Себя он с куклой никогда не путал; когда его спрашивали, кто он, ликующе-звонко выкрикивал: «Я сыночек!!!» И то сказать, сыночек — это было самое ласковое Анино слово, ни солнышек, ни рыбонек по своей ответственности она не допускала, а «мои мальчуганы» начались, только когда у Вити с Юркой возникли общие развлечения. Ты его обожаешь не как отец, а как глупый дедушка, воркующе подтрунивала над ним Аня, когда Витя снова, по ее мнению, перегружал гостей Юркиными словечками и выходками.

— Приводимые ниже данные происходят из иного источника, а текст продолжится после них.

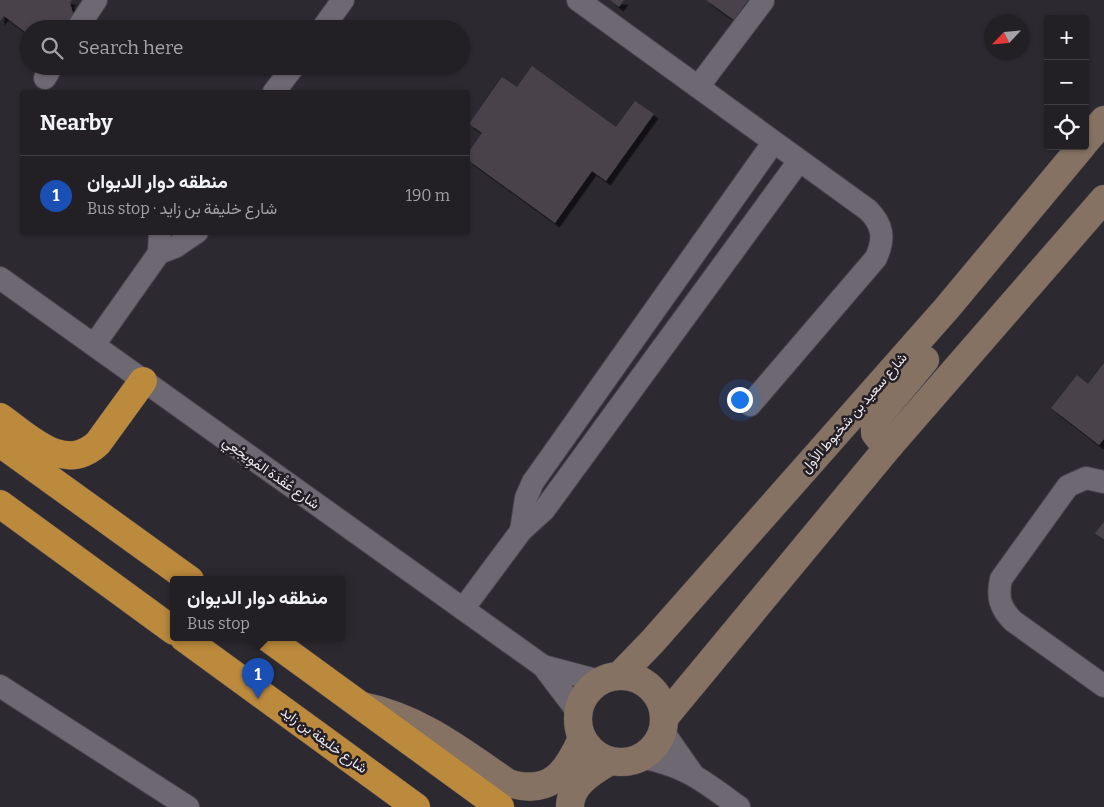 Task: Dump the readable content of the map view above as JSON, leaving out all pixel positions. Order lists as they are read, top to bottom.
{
  "streets": {
    "highway": ["شارع خليفة بن زايد"],
    "main road": ["شارع سعيد بن شخبوط الأول"],
    "street": ["شارع عُقْدَة المُوِيجْعِي"]
  },
  "crossings": [
    ["شارع سعيد بن شخبوط الأول", "شارع عُقْدَة المُوِيجْعِي"]
  ],
  "north": "bottom left",
  "page": {
    "map_buttons": ["+", "−"],
    "search": "Search here",
    "heading": "Nearby",
    "list": [
      {
        "mark": "1",
        "name": "منطقه دوار الديوان",
        "note": "Bus stop · شارع خليفة بن زايد",
        "value": "190 m"
      }
    ],
    "popup": ["منطقه دوار الديوان", "Bus stop"],
    "pins": "1"
  }
} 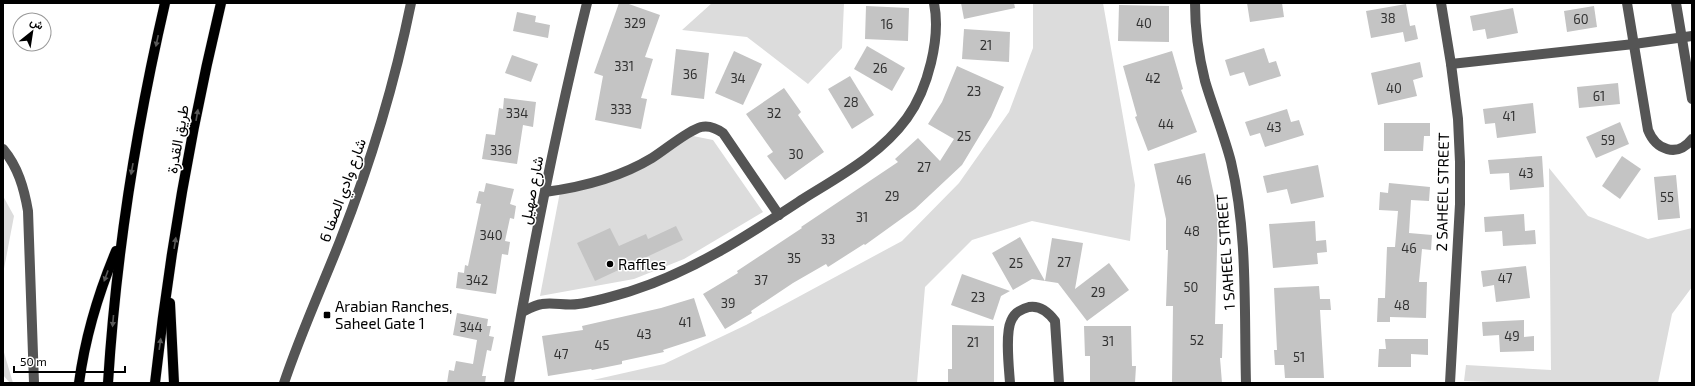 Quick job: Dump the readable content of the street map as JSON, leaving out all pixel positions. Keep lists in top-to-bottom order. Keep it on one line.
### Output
{"streets":{"main road":["طريق القدرة"],"street":["شارع وادي الصفا 6","شارع صهيل","2 SAHEEL STREET","1 SAHEEL STREET"]},"places":{"other":["Raffles"],"transit":["Arabian Ranches, Saheel Gate 1"]},"house_numbers":["38","60","329","40","16","21","331","26","36","34","42","40","23","61","28","333","334","32","41","44","43","25","59","336","30","27","43","46","29","55","31","48","340","33","46","35","27","25","47","342","37","50","29","23","39","48","41","344","43","49","52","31","21","45","47","51"],"scale_bar":"50 m","north":"top right"}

Кое-какие Юркины словечки и оборотцы благодаря Витиным усилиям даже закрепились в их с Аней внутреннем языке (старший сын снисходительно пропускал это «детство» мимо ушей): «момоз» вместо мороз (произносить, с тревогой показывая на заиндевевшее окно), «циркуль» вместо циркач (со смешком радостного узнавания), «зимнетрясение» (по поводу беспорядка), «помехмахерская» (ах, как прелестно выкруглялись Юркины щечки после стрижки…), «не доводи до белого», «самочувствие пропало», «нашли падчерицу» (взвалили неприятную работу), «пальто с норкой» (с дыркой), «красивая, как новый велосипед» (это по поводу Аниной реплики, что женщин нужно держать в строгости, — «Неправда, женщины красивые, как новый велосипед, и готовят хорошо»), «горячий, как спички», «дрянский»… «Дрянский» относилось ко всему свету как знак всесветной обиженности произносящего.

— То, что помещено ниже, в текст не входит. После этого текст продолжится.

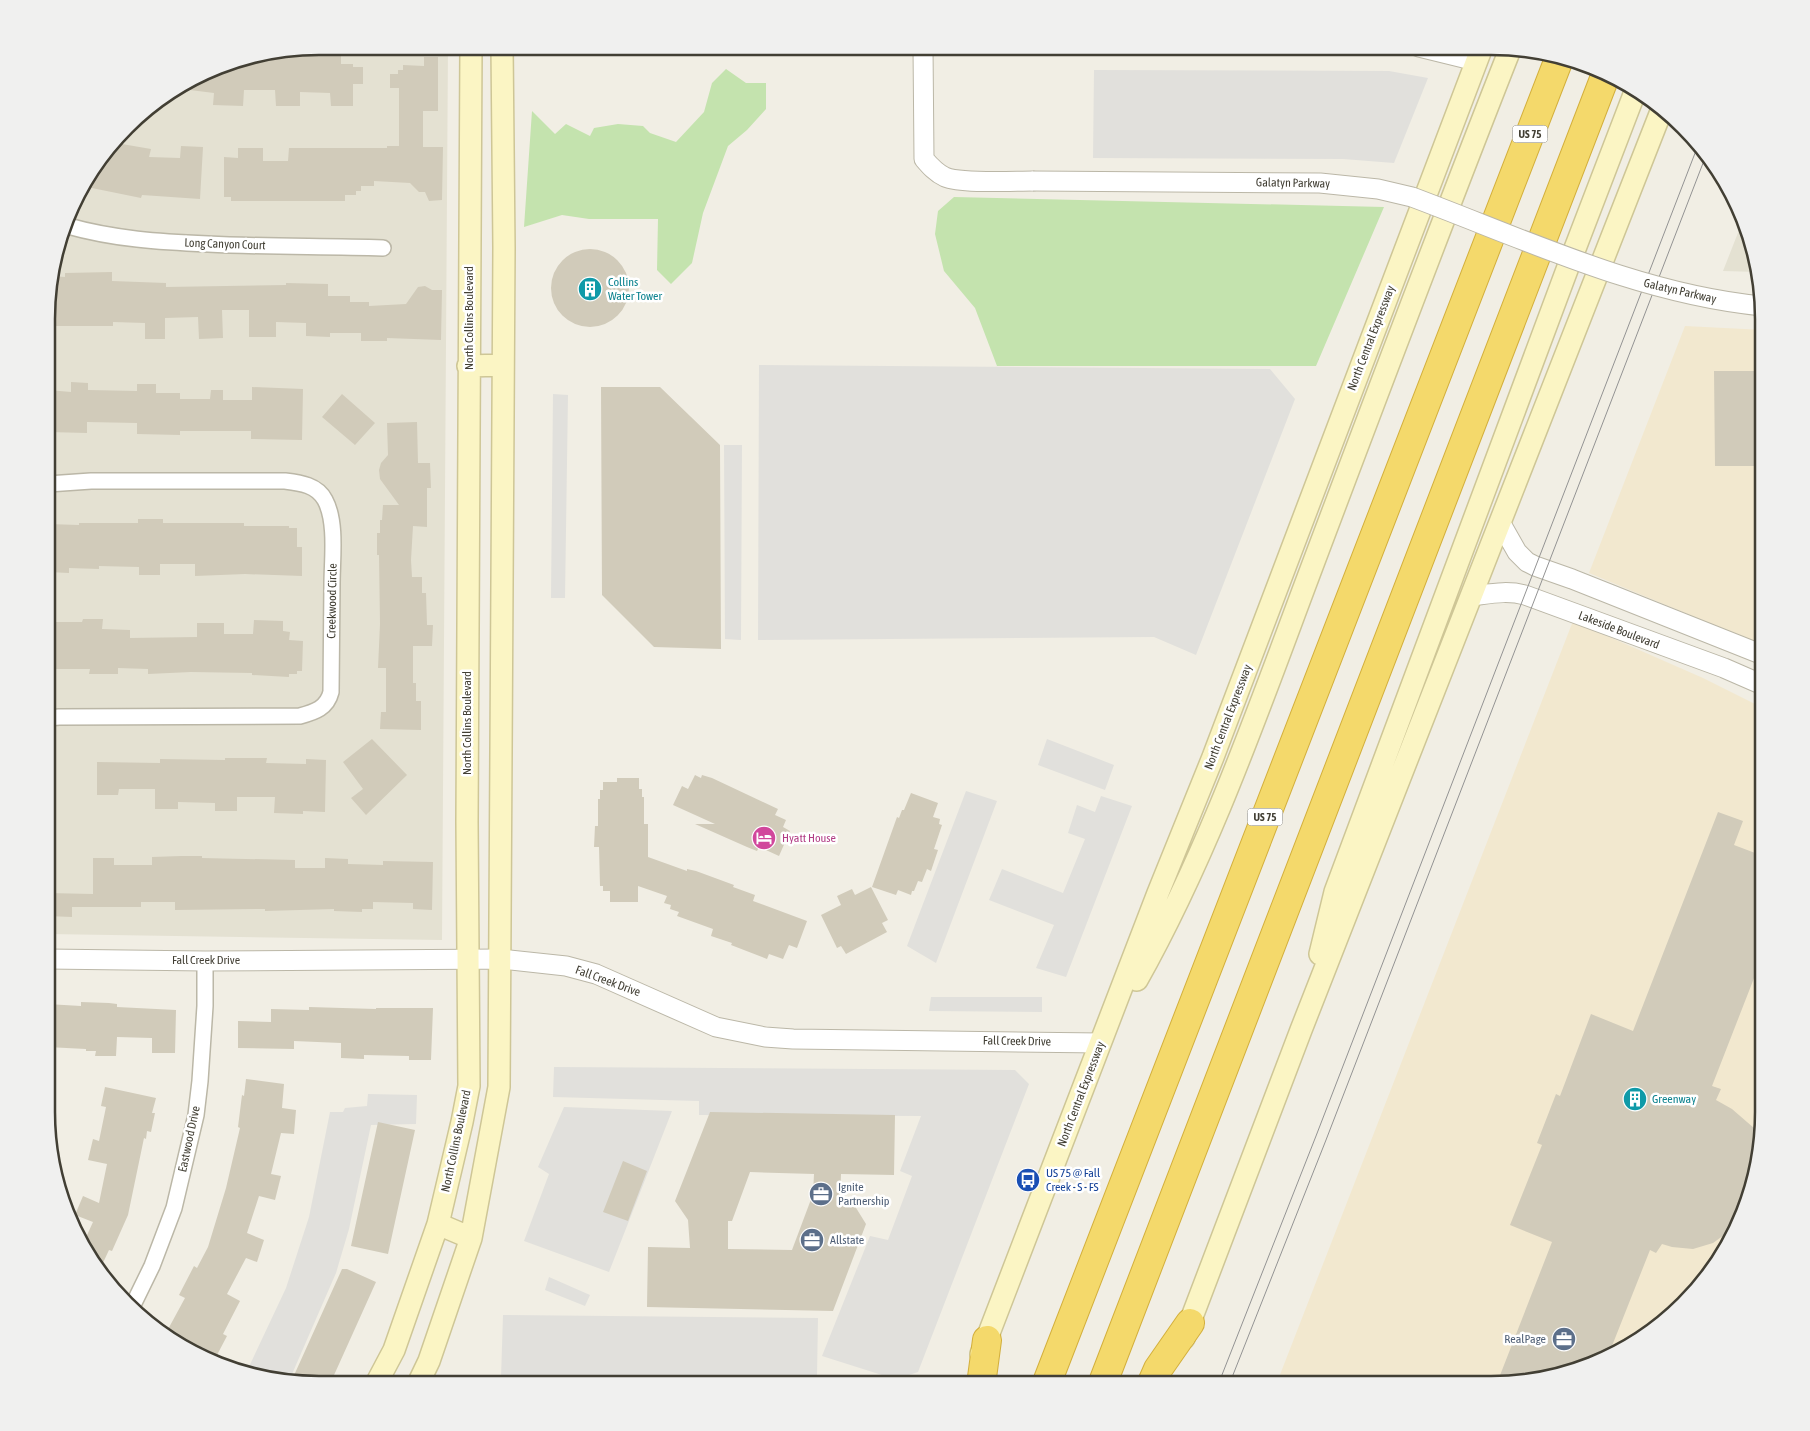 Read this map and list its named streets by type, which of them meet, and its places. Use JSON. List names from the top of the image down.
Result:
{
  "streets": {
    "highway": ["US 75"],
    "main road": ["North Collins Boulevard", "North Central Expressway"],
    "street": [
      "Galatyn Parkway",
      "Long Canyon Court",
      "Creekwood Circle",
      "Lakeside Boulevard",
      "Fall Creek Drive",
      "Eastwood Drive"
    ]
  },
  "crossings": [
    ["North Collins Boulevard", "Fall Creek Drive"],
    ["North Central Expressway", "Fall Creek Drive"],
    ["Fall Creek Drive", "Eastwood Drive"]
  ],
  "places": {
    "building": ["Collins Water Tower", "Greenway"],
    "hotel": ["Hyatt House"],
    "bus stop": ["US 75 @ Fall Creek - S - FS"],
    "office": ["Ignite Partnership", "Allstate", "RealPage"]
  }
}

Сам Юрка переживать обиженность укладывался в кроватку и засасывал до отказа собственный большой палец. «Купи, пожалуйста, на обратном пути сахара», — просила Витю Аня, и из кроватки внезапно раздавалось: «Дрянского». «Чего „дрянского“?» — «Сахара дрянского». — «Так и не клади его в чай, если он дрянский». Озадаченная тишина. И едва слышное: «В этом доме две собаки растут». — «Почему же „растут“?» — «Ну, стареют». Из-за японизированности его светящиеся глазки казались слегка смеющимися и тогда, когда он плакал, — мгновенно заливаясь слезами, словно дождем, и не переставая требовательно следить за производимым впечатлением.

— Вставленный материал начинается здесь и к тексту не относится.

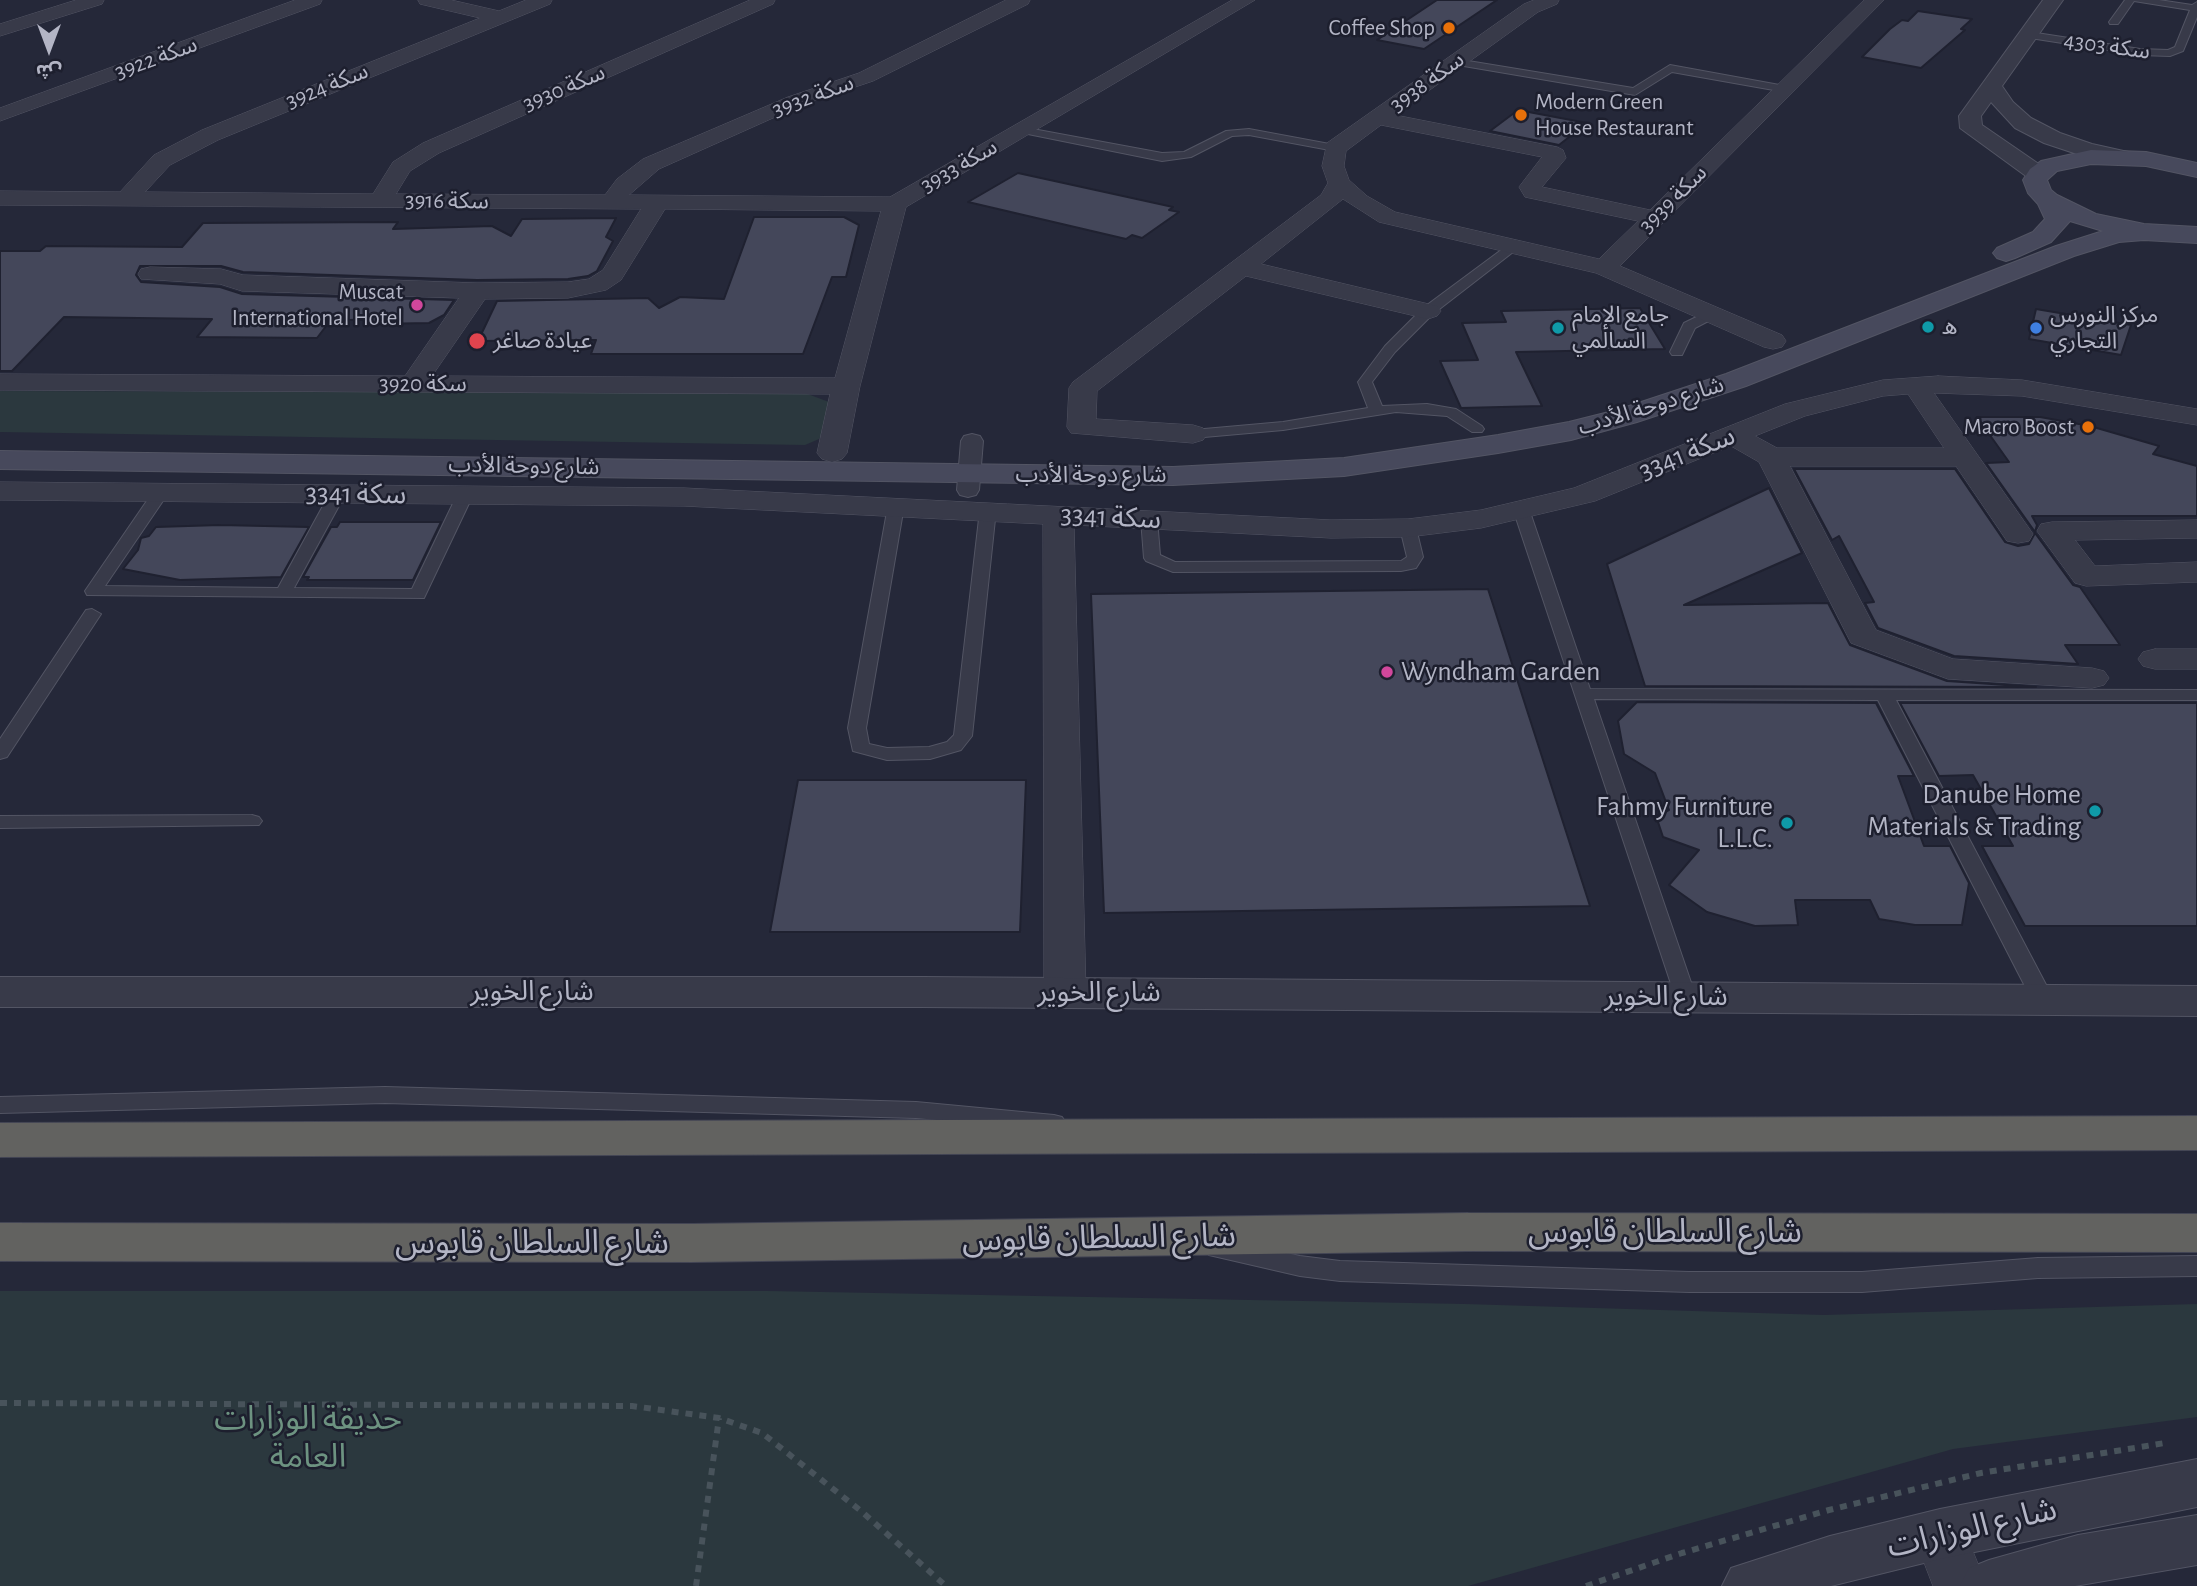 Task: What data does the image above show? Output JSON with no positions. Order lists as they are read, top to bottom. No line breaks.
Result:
{"streets":{"highway":["شارع السلطان قابوس"],"main road":["شارع دوحة الأدب"],"street":["سكة 3922","سكة 3938","سكة 3924","سكة 3930","سكة 3932","سكة 3933","سكة 3939","سكة 3916","سكة 3920","سكة 3341","شارع الخوير","شارع الوزارات"],"lane":["سكة 4303"]},"crossings":[["سكة 3924","سكة 3916"],["سكة 3930","سكة 3916"],["سكة 3932","سكة 3916"],["سكة 3933","سكة 3916"],["سكة 3933","سكة 3920"],["سكة 3933","شارع دوحة الأدب"],["شارع دوحة الأدب","سكة 3341"]],"parks":["حديقة الوزارات العامة"],"places":["Coffee Shop","Modern Green House Restaurant","Muscat International Hotel","ه","جامع الإمام السالمي","مركز النورس التجاري","عيادة صاغر","Macro Boost","Wyndham Garden","Danube Home Materials & Trading","Fahmy Furniture L.L.C."],"north":"bottom"}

Юрка даже слово «труп» освободил от его осклизлой податливости — объявил, что во время войны он бы набрал оружия и патронов «у трубов». В общем, отпечатков счастливого детства во всех культурных слоях Витиной души хватило бы на десяток археологических монографий. Как-то вечером они с Аней припоминали, что поэт Кольцов родом из Воронежа, — и вдруг почти бессловесный еще Юрка откликнулся жалобным: «Ка-а, ка-а…» — так он изображал воронье карканье. Где он увидел ворону? Ах, Воронеж!.. А песенка «Я игаю на гамоське у похожис на виду» еще многие годы начинала сама собой звучать у Вити в ушах, когда настроение поднималось еще выше обычного. И когда в рот попадала кофейная гуща, в душе сразу отзывалось ликующе-звонкое: «Гущи наейся!!!» Была у Юрки такая манера — разыскать завалявшееся кофейное зернышко и тут же его разгрызть. У него чего-то в организме не хватает, тревожилась Аня, и Витя благодушно возражал: ума не хватает. Уж в чем, в чем, а в смышлености Юрке никто никогда не отказывал, даже воспитатели, которые Юрке тоже были тесны, как и любые границы. Все остальные же Юрку обожали — «мальчишка таким и должен быть».